Clinical relevance of circulating autoantibodies in idiopathic pulmonary fibrosis; A NAt hard to break.

Patients with idiopathic pulmonary fibrosis are screened for circulating autoantibodies as part of the initial interstitial lung disease workup. Management of seropositive idiopathic pulmonary fibrosis is currently considered no different than that of lone idiopathic pulmonary fibrosis. Emerging data however suggest that the former may possess distinct characteristics in terms of pathophysiology, histopathology, prognosis and amenability to immunomodulation. In that context, the aim of our study was to evaluate the influence of autoantibody status on: (i) the decline of forced vital capacity; (ii) the decline of diffusing capacity of lung for carbon monoxide; and (iii) 3-year survival; in a cohort of 102 idiopathic pulmonary fibrosis patients. In a pilot sub-study, we also sought to evaluate whether changes in antibody status during disease course affect the aforementioned parameters by potentially reflecting activity of the autoimmunity component of the pro-fibrotic mechanism.

Introduction

Idiopathic pulmonary fibrosis (IPF) is the most common form of progressive idiopathic interstitial pneumonia characterized by a specific type of radiological/histopathological pattern termed Usual Interstitial Pneumonia (UIP) (1). Paramount to the diagnosis of IPF is exclusion of interstitial lung disease in the setting of connective tissue disease (CTD-ILD) as UIP can be found in patients with systemic sclerosis, rheumatoid arthritis and polymyositis/dermatomyositis (1). The 2018 ATS/ERS/JRS/ALAT guidelines recommend routine screening for circulating anti-nuclear antibody (ANA), rheumatoid factor (RF), anti-cyclic citrullinated peptide antibodies (anti-CCP) and anti-myositis panel (1). Autoantibody positivity has been reported in 23–41% of IPF patients and ~8–10% of those with an initial diagnosis congruent with IPF will eventually develop overt CTD (2). Another portion of UIP cases may demonstrate clinical, histological and serological aspects of autoimmunity inconsistent with distinct CTD and are categorized as Interstitial Pneumonia with Autoimmune Features (IPAF) (3). In other words, a significant number of seropositive cases under the guise of IPF are likely to present with an autoimmunity phenotype/flare and be therefore rediagnosed as IPAF or CTD-ILD. On the other hand, the significance of circulating autoantibodies in patients with IPF that never fulfill criteria for IPAF or CTD-ILD remains controversial.

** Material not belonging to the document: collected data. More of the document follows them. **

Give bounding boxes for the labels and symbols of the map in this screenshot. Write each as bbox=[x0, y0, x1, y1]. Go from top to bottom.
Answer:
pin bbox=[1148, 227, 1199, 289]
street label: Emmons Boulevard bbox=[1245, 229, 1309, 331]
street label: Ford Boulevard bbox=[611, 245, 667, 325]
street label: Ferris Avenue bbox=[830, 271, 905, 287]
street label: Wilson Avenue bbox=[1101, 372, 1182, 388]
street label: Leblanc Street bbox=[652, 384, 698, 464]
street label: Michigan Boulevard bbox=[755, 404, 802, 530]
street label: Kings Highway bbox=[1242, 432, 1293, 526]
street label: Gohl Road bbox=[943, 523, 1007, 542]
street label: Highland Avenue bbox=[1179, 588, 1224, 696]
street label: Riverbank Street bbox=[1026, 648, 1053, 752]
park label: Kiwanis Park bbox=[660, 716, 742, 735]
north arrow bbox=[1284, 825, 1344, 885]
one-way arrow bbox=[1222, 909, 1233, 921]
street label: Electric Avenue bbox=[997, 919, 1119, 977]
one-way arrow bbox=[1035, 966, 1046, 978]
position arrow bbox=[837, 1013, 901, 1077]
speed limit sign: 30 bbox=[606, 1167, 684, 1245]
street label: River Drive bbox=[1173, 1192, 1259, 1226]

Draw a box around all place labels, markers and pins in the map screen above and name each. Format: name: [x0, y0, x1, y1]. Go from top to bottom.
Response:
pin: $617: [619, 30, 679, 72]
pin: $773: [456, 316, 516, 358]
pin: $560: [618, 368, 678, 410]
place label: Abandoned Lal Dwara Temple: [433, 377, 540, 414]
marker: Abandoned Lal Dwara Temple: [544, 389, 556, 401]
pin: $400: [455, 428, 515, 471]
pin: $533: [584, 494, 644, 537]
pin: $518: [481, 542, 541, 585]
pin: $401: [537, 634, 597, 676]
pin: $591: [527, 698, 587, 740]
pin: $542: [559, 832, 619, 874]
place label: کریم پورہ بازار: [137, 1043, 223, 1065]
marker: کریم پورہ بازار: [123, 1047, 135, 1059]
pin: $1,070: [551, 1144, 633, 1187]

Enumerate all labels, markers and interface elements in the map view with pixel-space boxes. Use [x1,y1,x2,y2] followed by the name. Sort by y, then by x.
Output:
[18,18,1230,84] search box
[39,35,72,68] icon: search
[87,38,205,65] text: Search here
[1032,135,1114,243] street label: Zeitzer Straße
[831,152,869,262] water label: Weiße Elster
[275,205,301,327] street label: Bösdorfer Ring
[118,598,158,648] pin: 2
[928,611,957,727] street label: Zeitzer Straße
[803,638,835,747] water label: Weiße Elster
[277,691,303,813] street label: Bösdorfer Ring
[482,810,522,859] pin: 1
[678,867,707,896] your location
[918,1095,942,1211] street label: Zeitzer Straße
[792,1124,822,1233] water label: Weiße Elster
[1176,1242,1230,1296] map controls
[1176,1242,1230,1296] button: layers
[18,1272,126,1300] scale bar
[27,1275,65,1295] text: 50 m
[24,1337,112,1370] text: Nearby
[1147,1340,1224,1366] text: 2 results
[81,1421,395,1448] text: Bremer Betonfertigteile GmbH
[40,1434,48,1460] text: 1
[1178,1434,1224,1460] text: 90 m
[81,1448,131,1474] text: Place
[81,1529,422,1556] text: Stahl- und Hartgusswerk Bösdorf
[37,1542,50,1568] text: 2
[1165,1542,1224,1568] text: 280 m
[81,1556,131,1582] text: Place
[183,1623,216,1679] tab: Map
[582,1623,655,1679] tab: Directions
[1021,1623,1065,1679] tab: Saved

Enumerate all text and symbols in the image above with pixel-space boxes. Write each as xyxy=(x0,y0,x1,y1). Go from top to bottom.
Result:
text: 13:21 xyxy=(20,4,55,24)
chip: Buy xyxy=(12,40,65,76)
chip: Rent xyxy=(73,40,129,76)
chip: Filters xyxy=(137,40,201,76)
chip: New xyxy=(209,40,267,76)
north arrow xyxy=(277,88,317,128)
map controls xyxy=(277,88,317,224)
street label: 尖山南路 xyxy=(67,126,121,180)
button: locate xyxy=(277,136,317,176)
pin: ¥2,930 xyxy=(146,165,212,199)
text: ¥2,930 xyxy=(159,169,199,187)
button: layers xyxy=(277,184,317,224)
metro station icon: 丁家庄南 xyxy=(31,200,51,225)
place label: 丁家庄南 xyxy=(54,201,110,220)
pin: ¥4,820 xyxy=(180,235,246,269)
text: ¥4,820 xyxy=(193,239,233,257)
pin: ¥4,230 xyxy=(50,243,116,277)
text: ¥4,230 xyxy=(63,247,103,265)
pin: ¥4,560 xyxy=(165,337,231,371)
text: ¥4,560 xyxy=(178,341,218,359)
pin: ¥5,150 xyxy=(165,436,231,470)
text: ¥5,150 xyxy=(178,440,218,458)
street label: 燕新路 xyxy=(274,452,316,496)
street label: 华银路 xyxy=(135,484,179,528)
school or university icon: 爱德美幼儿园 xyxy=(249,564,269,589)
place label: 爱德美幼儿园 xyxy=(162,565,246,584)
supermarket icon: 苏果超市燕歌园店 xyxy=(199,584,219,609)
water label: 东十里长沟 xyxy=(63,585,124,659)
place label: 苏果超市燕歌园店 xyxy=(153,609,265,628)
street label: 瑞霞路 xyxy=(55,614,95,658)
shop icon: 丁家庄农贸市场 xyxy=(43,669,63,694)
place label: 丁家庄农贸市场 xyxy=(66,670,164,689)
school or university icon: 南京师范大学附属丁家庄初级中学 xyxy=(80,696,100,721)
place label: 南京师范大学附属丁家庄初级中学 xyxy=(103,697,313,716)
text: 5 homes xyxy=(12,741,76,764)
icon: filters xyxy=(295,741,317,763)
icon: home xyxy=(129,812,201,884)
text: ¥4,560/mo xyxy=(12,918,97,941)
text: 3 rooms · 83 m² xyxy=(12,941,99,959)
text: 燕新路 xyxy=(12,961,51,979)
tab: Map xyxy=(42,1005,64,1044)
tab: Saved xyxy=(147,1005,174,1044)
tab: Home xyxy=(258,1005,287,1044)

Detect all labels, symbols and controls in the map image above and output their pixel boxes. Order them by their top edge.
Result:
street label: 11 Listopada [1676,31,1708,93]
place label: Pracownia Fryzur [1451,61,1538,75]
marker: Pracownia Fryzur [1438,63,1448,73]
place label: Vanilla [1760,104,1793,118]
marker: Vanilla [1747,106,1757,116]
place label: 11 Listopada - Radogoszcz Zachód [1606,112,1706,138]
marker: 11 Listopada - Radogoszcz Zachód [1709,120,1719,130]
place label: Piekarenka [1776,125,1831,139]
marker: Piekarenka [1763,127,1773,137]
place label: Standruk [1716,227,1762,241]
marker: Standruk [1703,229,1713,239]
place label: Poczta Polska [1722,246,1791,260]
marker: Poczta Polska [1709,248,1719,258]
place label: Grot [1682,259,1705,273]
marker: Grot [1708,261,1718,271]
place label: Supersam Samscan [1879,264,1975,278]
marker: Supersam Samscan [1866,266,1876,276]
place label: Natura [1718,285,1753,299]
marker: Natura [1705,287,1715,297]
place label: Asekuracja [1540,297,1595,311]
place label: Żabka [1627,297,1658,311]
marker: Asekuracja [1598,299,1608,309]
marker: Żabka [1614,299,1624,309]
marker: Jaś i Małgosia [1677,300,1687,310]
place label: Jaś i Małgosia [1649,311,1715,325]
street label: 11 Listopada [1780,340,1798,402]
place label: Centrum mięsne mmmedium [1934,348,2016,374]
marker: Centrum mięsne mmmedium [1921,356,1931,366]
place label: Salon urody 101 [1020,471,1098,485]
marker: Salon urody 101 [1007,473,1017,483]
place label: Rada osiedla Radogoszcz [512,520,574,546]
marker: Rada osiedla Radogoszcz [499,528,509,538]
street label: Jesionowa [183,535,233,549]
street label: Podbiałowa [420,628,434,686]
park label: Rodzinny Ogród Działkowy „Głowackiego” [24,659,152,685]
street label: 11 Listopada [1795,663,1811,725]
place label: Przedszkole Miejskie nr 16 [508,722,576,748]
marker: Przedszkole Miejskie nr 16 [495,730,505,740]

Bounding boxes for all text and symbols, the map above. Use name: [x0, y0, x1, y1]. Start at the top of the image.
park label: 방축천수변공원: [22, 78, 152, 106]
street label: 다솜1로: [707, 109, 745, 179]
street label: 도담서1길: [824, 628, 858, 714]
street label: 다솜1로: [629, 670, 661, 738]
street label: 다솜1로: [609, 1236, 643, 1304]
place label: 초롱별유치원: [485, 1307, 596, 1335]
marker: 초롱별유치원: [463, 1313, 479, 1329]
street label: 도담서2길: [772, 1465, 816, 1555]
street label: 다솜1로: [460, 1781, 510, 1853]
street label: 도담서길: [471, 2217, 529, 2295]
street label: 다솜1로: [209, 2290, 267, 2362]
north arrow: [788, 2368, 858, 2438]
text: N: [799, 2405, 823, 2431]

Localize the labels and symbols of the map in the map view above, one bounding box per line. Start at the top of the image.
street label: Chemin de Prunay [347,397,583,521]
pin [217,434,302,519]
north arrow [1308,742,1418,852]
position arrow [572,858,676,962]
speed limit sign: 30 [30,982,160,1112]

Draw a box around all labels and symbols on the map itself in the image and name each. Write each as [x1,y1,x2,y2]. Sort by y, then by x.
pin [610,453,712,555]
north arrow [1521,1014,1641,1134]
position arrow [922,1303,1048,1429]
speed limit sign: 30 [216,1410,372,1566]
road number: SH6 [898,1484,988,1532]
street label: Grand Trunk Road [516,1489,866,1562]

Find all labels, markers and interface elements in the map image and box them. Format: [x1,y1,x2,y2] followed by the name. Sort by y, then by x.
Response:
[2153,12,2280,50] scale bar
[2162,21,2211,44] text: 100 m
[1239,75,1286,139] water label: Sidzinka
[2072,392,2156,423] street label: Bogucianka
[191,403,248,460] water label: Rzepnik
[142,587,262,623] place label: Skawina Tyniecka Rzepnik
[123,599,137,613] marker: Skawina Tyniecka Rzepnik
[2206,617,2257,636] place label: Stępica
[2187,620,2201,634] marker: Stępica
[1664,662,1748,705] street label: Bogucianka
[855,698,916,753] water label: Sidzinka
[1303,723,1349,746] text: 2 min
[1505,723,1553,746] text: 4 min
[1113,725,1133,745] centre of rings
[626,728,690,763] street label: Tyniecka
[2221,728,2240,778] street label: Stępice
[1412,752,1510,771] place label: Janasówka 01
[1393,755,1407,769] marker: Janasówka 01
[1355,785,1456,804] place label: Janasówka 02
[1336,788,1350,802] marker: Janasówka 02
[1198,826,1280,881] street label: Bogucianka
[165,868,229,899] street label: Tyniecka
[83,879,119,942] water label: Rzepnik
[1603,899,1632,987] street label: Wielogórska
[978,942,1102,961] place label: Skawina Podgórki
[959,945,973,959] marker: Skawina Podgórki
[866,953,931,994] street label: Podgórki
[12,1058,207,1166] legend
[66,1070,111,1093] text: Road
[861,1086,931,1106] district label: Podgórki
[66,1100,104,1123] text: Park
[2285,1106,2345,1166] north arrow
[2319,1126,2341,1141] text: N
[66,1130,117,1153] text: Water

In light of the ineffectiveness of current immunomodulatory/immunosuppressive agents in IPF, the pathophysiological implications of autoimmunity have been markedly understated. Recent studies however concerning aberrant function of CD4+ and regulatory T cells and humoral autoreactivity against nuclear and cytoplasmic antigens in IPF have spurred novel interest on the paradigm (4). As a result there have been several publications contemplating the link between circulating autoantibodies and clinically impactful IPF endpoints such as: (i) patient survival, (ii) pulmonary function test parameters at diagnosis, (iii) pulmonary function test (PFT) parameter progression, (iv) acute exacerbation frequency or severity, and (v) response to treatment with antifibrotics or immunosuppression; albeit with conflicting outcomes (5–9). While it cannot be excluded that circulating antibodies are randomly autoreactive, it is entirely possible that they reflect an ongoing autoimmune process that participates in the mechanism culminating in pulmonary fibrosis. Considering the above, it would be prudent to explore whether autoantibody profiling denotes clinical phenotypes that could be more amenable to immunomodulation given the dismal prognosis of IPF and the urgent need for effective pharmacological intervention (10).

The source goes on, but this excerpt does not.